# Bridgeport Z Axis



## mildot1 (Dec 16, 2014)

I have a 1963 model Bridgeport with a DROPRO 3 axis DRO. The problem I have is very inconsistent reading on the Z axis. Cranking the Z axis lock changes my DRO reading 2-4 thousandths.

I am wondering if the knee gibs are loose?

Where can I find a detailed explanation on adjustment?

Many Thx
Mildot


----------



## Tony Wells (Dec 16, 2014)

If it only moves 0.003-0.004, call it good. That knee is heavy, and therefore tends to sag. The lock brings it back to true with the world, and hopefully when you swept the head in, you did so with the knee locked.


----------



## mildot1 (Dec 16, 2014)

Thanks for the reply!

I realize the knee(Z) is heavy, I always try to use the weight of it when moving to minimize backlash or slop in the gibs. I still think that just adjusting the lock should not give .002 from 2/3 tight to full tight.
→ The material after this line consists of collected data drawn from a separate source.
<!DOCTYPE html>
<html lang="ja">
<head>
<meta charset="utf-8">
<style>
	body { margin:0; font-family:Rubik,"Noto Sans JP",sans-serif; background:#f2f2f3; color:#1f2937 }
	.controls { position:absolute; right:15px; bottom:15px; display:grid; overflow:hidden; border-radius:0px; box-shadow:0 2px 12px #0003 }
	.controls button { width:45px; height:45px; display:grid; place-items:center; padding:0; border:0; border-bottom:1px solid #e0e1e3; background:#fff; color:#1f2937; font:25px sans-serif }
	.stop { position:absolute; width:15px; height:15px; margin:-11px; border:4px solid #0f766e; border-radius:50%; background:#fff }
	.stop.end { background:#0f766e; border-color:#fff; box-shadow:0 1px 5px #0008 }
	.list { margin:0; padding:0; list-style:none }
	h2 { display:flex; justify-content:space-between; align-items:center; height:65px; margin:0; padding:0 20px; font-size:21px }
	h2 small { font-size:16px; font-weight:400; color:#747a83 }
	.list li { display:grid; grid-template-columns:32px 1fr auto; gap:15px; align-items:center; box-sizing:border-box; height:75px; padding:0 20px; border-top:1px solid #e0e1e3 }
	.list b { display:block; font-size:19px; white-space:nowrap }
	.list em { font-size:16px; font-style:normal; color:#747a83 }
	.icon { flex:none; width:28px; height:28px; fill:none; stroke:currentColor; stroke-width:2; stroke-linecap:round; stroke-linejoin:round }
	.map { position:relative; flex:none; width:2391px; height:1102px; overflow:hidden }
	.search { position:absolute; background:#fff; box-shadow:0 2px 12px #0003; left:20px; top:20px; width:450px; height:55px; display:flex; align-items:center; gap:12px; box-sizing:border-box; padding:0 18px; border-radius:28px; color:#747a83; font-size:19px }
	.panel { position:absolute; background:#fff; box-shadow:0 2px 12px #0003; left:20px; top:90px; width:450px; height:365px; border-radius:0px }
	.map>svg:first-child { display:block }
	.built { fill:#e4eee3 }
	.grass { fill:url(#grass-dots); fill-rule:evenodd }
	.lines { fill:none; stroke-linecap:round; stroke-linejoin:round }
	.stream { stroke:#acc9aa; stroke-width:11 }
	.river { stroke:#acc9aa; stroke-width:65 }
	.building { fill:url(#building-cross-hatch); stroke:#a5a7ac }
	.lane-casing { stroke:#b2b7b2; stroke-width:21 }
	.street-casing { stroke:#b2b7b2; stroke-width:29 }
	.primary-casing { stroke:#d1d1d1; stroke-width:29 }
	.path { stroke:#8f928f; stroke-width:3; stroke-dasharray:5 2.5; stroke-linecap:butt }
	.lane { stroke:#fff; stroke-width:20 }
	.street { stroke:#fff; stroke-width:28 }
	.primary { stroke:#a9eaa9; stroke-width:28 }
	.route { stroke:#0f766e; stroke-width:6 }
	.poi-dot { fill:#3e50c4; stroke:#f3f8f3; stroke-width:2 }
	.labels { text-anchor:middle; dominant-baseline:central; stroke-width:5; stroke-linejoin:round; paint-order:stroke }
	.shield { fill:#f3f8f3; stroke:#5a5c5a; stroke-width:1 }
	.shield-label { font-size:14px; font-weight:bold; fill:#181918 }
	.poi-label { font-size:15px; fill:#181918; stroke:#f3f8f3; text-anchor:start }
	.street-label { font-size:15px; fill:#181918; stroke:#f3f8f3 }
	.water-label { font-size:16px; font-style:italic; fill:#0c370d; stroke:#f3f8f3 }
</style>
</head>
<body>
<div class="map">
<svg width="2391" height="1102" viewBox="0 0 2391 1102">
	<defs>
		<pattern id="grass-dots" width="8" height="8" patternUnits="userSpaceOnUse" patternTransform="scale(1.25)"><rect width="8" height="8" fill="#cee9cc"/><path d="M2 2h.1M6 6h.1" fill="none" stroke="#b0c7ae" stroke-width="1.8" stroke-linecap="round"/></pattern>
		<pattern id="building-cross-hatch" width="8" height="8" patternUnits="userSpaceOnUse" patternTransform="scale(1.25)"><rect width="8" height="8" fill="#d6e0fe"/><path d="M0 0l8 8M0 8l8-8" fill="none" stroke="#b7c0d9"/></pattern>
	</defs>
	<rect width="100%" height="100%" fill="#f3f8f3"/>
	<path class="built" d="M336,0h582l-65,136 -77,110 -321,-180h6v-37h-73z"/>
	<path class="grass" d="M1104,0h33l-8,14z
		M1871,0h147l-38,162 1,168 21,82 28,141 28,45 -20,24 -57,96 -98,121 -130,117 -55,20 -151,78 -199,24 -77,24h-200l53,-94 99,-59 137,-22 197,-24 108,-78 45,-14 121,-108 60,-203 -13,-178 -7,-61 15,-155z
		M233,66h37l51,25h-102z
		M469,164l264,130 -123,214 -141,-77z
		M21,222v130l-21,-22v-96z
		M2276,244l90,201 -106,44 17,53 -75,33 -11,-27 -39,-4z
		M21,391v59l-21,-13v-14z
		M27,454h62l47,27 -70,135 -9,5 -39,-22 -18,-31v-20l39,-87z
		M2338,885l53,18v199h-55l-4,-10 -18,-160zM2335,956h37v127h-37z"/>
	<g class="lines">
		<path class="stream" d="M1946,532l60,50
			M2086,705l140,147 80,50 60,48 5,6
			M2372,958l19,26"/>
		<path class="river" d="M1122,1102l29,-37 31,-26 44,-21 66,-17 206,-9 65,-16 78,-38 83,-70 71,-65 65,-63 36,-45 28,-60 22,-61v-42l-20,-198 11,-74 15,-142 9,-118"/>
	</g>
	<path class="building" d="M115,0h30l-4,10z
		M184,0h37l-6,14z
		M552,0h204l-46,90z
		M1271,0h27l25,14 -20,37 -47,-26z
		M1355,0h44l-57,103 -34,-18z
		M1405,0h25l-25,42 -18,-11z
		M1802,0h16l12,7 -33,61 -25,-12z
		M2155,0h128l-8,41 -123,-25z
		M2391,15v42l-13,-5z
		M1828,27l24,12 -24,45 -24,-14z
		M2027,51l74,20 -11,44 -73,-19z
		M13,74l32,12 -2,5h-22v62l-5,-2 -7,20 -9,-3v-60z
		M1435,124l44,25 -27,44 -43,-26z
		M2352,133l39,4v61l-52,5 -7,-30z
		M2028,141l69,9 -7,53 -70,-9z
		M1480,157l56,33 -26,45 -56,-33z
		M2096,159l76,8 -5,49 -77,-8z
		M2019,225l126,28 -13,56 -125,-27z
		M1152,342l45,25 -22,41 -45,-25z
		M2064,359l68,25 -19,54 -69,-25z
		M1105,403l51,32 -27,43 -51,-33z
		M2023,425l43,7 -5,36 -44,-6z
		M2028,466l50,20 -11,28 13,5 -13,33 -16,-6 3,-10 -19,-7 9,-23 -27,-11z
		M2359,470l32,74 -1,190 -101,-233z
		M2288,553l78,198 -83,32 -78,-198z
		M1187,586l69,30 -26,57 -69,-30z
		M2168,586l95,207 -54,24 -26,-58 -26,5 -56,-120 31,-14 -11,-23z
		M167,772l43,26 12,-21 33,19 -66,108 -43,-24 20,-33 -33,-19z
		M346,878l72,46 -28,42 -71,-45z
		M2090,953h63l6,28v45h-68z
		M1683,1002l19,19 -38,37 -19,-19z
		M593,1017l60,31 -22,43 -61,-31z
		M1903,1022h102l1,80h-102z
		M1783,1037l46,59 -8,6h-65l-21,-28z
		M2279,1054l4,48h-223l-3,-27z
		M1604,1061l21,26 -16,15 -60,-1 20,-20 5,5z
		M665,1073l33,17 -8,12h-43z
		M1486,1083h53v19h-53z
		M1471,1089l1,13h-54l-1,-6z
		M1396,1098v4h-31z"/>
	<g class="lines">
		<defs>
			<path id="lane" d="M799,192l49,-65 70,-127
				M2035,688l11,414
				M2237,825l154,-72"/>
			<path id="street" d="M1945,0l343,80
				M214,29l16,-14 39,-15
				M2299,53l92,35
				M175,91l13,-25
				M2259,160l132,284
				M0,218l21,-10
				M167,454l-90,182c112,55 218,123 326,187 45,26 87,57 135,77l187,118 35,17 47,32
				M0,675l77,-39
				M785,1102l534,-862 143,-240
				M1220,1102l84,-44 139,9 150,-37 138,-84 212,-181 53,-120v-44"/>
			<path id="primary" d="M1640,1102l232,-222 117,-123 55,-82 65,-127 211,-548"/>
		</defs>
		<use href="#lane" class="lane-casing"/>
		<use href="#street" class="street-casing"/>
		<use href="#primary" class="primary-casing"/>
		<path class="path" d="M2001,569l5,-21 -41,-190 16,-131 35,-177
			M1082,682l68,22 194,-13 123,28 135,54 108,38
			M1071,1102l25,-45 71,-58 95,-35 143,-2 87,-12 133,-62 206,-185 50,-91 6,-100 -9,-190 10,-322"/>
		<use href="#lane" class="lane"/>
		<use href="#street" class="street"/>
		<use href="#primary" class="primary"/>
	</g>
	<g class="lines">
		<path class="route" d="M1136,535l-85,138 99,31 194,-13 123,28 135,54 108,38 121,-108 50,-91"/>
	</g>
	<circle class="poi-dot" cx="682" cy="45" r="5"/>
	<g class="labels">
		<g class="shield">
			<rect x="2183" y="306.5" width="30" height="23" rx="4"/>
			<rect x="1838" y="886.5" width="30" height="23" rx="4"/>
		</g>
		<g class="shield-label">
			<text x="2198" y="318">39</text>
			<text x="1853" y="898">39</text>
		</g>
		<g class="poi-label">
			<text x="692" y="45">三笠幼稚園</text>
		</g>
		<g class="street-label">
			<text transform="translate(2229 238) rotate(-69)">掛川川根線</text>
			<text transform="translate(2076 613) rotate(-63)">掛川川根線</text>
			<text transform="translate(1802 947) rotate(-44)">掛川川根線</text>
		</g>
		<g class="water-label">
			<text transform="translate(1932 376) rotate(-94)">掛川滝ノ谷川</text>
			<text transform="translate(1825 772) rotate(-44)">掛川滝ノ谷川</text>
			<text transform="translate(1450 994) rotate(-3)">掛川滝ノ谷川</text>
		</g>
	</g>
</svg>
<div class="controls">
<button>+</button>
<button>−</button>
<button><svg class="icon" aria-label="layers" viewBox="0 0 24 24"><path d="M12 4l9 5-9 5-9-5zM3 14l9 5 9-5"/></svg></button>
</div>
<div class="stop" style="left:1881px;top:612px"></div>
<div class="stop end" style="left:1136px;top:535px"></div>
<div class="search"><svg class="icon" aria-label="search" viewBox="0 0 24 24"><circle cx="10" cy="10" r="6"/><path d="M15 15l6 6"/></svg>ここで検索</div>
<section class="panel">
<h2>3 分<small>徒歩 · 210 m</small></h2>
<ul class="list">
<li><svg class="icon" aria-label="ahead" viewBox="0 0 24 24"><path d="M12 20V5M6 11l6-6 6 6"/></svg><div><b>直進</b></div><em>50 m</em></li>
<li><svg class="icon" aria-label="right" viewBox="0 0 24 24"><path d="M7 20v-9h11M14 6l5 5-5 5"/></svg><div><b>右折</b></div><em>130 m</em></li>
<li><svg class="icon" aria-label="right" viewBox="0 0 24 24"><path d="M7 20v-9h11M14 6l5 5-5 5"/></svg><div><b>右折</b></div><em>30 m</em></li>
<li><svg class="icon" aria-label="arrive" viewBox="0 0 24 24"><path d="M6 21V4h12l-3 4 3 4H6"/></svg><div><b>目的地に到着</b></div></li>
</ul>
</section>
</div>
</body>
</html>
How do I adjust the gibs to reduce this play?

Thx
Mildot


----------



## LEEQ (Dec 18, 2014)

Your gib screw is at the top of the knee on the left as you face the machine. You can tighten it up a bit and then see if you still have full range of motion. On worn machines you will have to find a compromise between to tight at the ends and too loose in the middle. Good luck


----------



## chips&more (Dec 18, 2014)

A +1 on what LEEQ said. And maybe my parts would have a tighter tolerance on dimensions, but have not any study. I do not lock the Z, can’t recall a time of ever locking it? I know some of you are going to roll your eyes. I make parts typically smaller than my fist, maybe that’s why? The BP has a lot of table mass for my size of parts. I do use the X & Y locks. And a bit off topic. When and if you move a BP. Make sure you lock the Z travel. I have seen the Z feed nut get stripped out with the feed screw because of all of that mass/weight hammering on the feed nut. Especially in the back of a trailer on a rough road…Good Luck, Dave.


----------



## LEEQ (Dec 18, 2014)

I think Keith Rucker has a youtube video on it also.


----------